The health measures used in this study are necessarily crude as they were directed to a nationally representative sample of the population aged 77 years and older including cognitively impaired, institutionalized persons and proxy interviews. Therefore, we have made our definition of complexity rather restrictive, setting high thresholds for the three domains: only the highest quintile of symptoms/diagnoses, inability to perform three of four mobility tasks and having at least mild dementia or being unable to communicate with the interviewer. As a consequence, a very vulnerable subset of the elderly population has been identified. Further analysis on this group (not shown) revealed that a majority of these people also had ADL limitations (80% in 1992; 74% in 2002). Also hearing problems (48% in 1992; 54% in 2002) and vision problems (among direct visit interviews: 28% in 1992; 23% in 2002) were common.

Theories of population aging emphasize the interplay of mortality and morbidity patterns with demographic changes in a population (Myers et al. 2003). Over time, morbidity prevalence changes in relation to demographic change. Sweden has one of the world’s oldest populations. Results from this study could reflect the emergence of a very frail old population, as proposed by Robine and Michel (2004). Results could also reflect local conditions, as suggested by Deeg (2004), i.e., a cumulative consequence of the supportive environment and care provided by the Swedish welfare state since the 1960s.

As part of the debate whether subsequent cohorts of elderly people tend to have better health, the concept of dynamic equilibrium has emerged, i.e., longer survival is associated with increased less severe morbidity counterbalanced by a decrease in severe morbidity (Manton 1982). Our results, however, suggest that severe and complex health problems among the oldest old increased in Sweden during the 1990s.

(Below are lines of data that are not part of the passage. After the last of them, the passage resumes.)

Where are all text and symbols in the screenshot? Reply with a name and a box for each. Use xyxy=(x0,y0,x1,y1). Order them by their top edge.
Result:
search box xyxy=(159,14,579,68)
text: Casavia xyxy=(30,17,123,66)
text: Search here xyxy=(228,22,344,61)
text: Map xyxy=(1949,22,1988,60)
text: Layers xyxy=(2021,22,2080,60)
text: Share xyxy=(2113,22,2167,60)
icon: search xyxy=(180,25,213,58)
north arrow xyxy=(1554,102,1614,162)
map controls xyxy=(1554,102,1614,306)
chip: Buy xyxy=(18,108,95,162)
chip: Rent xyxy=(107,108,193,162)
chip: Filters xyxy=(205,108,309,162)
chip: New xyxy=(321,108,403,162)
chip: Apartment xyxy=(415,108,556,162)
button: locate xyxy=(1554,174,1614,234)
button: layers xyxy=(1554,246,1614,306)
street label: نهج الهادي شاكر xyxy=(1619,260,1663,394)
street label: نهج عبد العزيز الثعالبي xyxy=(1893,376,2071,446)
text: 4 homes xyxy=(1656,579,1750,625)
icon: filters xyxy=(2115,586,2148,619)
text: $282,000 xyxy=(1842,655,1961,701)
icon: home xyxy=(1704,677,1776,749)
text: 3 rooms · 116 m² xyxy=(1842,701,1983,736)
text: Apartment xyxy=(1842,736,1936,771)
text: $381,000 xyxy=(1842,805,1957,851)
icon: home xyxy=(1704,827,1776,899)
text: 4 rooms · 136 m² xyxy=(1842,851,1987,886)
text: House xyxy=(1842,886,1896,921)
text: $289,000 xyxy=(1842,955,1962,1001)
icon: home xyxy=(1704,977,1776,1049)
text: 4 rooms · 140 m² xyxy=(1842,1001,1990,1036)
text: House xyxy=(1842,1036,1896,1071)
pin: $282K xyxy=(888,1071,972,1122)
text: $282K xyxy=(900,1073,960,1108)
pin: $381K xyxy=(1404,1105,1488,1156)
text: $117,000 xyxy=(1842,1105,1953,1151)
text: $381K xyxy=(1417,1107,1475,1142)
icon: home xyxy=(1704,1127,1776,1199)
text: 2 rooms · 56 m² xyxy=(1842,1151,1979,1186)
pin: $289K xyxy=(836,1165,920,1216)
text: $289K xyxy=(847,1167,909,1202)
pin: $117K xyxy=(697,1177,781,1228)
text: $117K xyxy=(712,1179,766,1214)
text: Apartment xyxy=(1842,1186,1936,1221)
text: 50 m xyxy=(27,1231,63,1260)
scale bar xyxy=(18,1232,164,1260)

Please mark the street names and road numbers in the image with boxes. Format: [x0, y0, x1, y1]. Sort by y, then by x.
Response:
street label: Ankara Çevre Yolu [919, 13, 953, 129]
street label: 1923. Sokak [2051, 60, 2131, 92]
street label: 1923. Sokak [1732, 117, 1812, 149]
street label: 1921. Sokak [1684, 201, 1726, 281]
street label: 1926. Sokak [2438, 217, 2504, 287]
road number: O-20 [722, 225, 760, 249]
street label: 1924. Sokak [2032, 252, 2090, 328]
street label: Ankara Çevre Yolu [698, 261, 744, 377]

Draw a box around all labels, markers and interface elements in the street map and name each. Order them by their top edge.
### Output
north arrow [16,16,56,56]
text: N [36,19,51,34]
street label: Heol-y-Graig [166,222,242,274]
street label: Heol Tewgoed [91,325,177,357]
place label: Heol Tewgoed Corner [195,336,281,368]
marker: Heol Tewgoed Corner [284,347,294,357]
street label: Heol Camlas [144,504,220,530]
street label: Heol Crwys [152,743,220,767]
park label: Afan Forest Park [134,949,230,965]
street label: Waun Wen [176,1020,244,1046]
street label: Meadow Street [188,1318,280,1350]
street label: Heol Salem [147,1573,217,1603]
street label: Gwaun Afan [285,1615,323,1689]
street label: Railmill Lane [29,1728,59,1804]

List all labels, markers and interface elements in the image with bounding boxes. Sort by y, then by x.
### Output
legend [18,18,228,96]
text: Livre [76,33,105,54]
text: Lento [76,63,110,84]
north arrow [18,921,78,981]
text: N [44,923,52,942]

The increase of complex health problems among the oldest old in Sweden since the beginning of the 1990s has major implications for health and social-policy. We have probably not yet reached the full impact of life-saving interventions introduced during the past 15 years (Rosen and Haglund 2005). More and more individuals with chronic complex health problems will survive till old age. Many of them will require medical care and various social services. This indicates, of course, the importance of primary prevention in order to have more healthy elderly survivors in the future (Rosen and Haglund 2005). It is important that elderly people with complex medical needs have access to geriatric expertise (Akner 2004). Equally important is that collaboration between medical care and social service providers improves, especially as the ability to navigate the health care system decreases with poor health (Brayne et al. 2001; Fried et al. 2004). This is a central issue since the threshold to institutions has risen in the past decades, with the result that more very frail persons live at home and need medical and rehabilitative services as well as household services (Larsson et al. 2005). This trend is also reflected in our data as further analyses (not shown) revealed that the proportion of community-dwelling persons with complex health problems has increased between 1992 and 2002, especially among those living alone.

In conclusion, measures of complexity in health problems are useful to achieve nationally representative descriptions of the living conditions of the oldest old as well as for estimations of future needs for eldercare. The increase in the number and proportion of elderly people with complex health problems and needs emphasizes the necessity of improved models for organized collaboration between different care providers.